Inquiry about the per action DQN in the code and Huawei's dataset

hj5717 commented 4 months ago

Hello, I have read your paper and open-source code and feel that I have benefited a lot. But as I have just started, there are still some areas that I don't understand that I would like to ask you for advice. Firstly, regarding the combinatorial optimization problem mentioned in the paper, which involves deploying agents through the madddpg algorithm on devices and having a DQN agent in the edge network. The DQN agent outputs offloading scheduling actions based on network status and device actions, but I have not observed any part about DQN in open-source code. In addition, the article mentioned using Huawei's task dataset for validation, and I did not understand how this dataset can be applied to the MADRL environment. Thank you for your reply amidst your busy schedule. Wishing you smooth research.

TesfayZ commented 4 months ago

Thank you for contacting me and having interest in our work.
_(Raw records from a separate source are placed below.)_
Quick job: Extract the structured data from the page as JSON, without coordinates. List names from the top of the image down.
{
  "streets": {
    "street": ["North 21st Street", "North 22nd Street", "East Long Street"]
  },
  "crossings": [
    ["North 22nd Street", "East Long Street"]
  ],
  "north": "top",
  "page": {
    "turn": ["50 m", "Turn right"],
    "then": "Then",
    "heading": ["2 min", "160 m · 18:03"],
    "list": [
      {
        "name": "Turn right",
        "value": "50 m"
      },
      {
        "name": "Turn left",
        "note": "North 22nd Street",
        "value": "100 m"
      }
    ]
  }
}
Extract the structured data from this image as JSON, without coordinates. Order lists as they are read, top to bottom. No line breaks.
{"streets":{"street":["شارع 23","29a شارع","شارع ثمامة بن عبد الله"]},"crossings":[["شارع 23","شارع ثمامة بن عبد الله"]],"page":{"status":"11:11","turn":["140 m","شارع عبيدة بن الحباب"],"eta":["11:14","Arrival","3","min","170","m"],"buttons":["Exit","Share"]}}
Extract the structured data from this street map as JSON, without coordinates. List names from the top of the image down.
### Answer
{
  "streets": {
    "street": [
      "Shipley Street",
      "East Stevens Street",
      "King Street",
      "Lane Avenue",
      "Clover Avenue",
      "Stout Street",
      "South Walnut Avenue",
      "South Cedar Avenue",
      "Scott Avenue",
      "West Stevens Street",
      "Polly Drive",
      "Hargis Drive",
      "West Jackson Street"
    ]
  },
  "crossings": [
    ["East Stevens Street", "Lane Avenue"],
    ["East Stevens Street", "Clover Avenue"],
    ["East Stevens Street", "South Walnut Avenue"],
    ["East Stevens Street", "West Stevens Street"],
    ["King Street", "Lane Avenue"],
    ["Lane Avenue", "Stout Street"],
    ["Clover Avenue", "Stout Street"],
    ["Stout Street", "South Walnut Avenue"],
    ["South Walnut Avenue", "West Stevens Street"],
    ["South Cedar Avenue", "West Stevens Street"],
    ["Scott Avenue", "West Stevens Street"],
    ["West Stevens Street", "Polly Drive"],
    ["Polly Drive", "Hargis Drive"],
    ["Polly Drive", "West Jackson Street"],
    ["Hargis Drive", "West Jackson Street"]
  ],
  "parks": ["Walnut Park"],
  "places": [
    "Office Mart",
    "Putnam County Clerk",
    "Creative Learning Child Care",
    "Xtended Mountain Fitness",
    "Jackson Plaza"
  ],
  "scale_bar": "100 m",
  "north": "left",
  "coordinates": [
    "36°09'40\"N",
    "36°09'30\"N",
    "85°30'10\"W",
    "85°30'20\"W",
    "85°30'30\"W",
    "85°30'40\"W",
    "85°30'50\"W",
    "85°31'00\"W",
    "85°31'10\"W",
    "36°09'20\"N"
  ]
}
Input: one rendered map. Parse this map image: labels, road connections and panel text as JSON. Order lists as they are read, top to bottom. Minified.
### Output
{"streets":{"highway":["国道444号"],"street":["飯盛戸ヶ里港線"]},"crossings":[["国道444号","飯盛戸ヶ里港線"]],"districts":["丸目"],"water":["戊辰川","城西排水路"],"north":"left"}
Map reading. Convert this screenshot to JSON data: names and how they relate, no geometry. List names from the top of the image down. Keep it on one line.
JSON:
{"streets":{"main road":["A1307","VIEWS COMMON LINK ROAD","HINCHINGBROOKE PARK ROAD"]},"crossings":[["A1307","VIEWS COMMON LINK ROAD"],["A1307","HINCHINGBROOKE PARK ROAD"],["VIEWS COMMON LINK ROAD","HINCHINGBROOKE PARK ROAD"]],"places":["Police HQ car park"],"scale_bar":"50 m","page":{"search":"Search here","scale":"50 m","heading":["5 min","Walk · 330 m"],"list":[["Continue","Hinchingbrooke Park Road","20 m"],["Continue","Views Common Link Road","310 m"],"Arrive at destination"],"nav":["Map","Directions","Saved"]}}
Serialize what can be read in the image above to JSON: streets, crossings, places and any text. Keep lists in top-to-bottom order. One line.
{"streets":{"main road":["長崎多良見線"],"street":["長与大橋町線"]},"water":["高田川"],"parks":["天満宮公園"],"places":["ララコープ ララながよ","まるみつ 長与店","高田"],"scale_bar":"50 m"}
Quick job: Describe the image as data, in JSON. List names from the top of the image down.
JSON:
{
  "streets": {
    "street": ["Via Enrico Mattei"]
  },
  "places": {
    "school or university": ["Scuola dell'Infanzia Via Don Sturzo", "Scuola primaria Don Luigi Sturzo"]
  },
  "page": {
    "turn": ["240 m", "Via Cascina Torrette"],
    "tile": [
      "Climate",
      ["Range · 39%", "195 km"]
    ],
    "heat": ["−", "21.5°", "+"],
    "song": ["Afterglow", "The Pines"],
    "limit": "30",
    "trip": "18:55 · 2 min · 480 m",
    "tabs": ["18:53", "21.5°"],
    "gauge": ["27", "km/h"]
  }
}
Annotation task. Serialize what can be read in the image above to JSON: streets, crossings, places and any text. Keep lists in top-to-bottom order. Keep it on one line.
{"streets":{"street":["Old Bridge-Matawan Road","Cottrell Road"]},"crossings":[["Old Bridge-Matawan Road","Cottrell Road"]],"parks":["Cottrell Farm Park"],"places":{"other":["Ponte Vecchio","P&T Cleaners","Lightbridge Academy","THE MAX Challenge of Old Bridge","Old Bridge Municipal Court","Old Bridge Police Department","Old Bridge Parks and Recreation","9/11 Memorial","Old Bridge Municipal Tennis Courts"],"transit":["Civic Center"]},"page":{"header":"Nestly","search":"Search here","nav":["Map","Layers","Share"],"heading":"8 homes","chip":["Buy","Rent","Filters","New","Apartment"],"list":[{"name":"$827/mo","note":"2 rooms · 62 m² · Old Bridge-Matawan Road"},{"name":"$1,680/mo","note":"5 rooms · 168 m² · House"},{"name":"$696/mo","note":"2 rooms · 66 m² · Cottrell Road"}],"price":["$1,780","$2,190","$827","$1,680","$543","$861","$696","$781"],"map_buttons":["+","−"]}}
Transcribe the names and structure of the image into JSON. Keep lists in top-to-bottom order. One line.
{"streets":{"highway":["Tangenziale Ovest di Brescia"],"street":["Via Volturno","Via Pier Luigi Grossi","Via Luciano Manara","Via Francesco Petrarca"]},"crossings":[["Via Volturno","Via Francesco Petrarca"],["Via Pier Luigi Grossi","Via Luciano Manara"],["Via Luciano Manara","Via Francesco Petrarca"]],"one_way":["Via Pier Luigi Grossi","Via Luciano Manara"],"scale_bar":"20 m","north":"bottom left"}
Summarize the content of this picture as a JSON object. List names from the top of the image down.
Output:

Regarding your question: 1, DQN: Please discover the master agent (which you are refering as DQN) in the training and action selectoon (choose_action) functions of the CCM_MADRL.py file. See how the training function is different for the Master agent and the critic agent of classical MADDPG, which can be seen at the training function of the benchmark algorithm.

In the action selection function (choose_action) see how critic and hybrid actions are selected after the client agents produced their output. See that 3 types of actions are returned from the function. See how they are used by the mec_env.py file.

2, Dataset: This is online reinforcement learning. There is no offline data. The data is generated from a uniform distribution as seen in the mec_env.py file but uses experimental setting in the same way other papers used it by referring to Huawei Telecom. When referring to Huawei Telecom, what is used is the experimental setting as referenced from the two papers, not an actual offline dataset. Please see how we used the experimental setting as per the references.

On Mon, 13 May 2024, 13:28 hj5717, @.***> wrote:

Hello, I have read your paper and open-source code and feel that I have benefited a lot. But as I have just started, there are still some areas that I don't understand that I would like to ask you for advice. Firstly, regarding the combinatorial optimization problem mentioned in the paper, which involves deploying agents through the madddpg algorithm on devices and having a DQN agent in the edge network. The DQN agent outputs offloading scheduling actions based on network status and device actions, but I have not observed any part about DQN in open-source code. In addition, the article mentioned using Huawei's task dataset for validation, and I did not understand how this dataset can be applied to the MADRL environment. Thank you for your reply amidst your busy schedule. Wishing you smooth research.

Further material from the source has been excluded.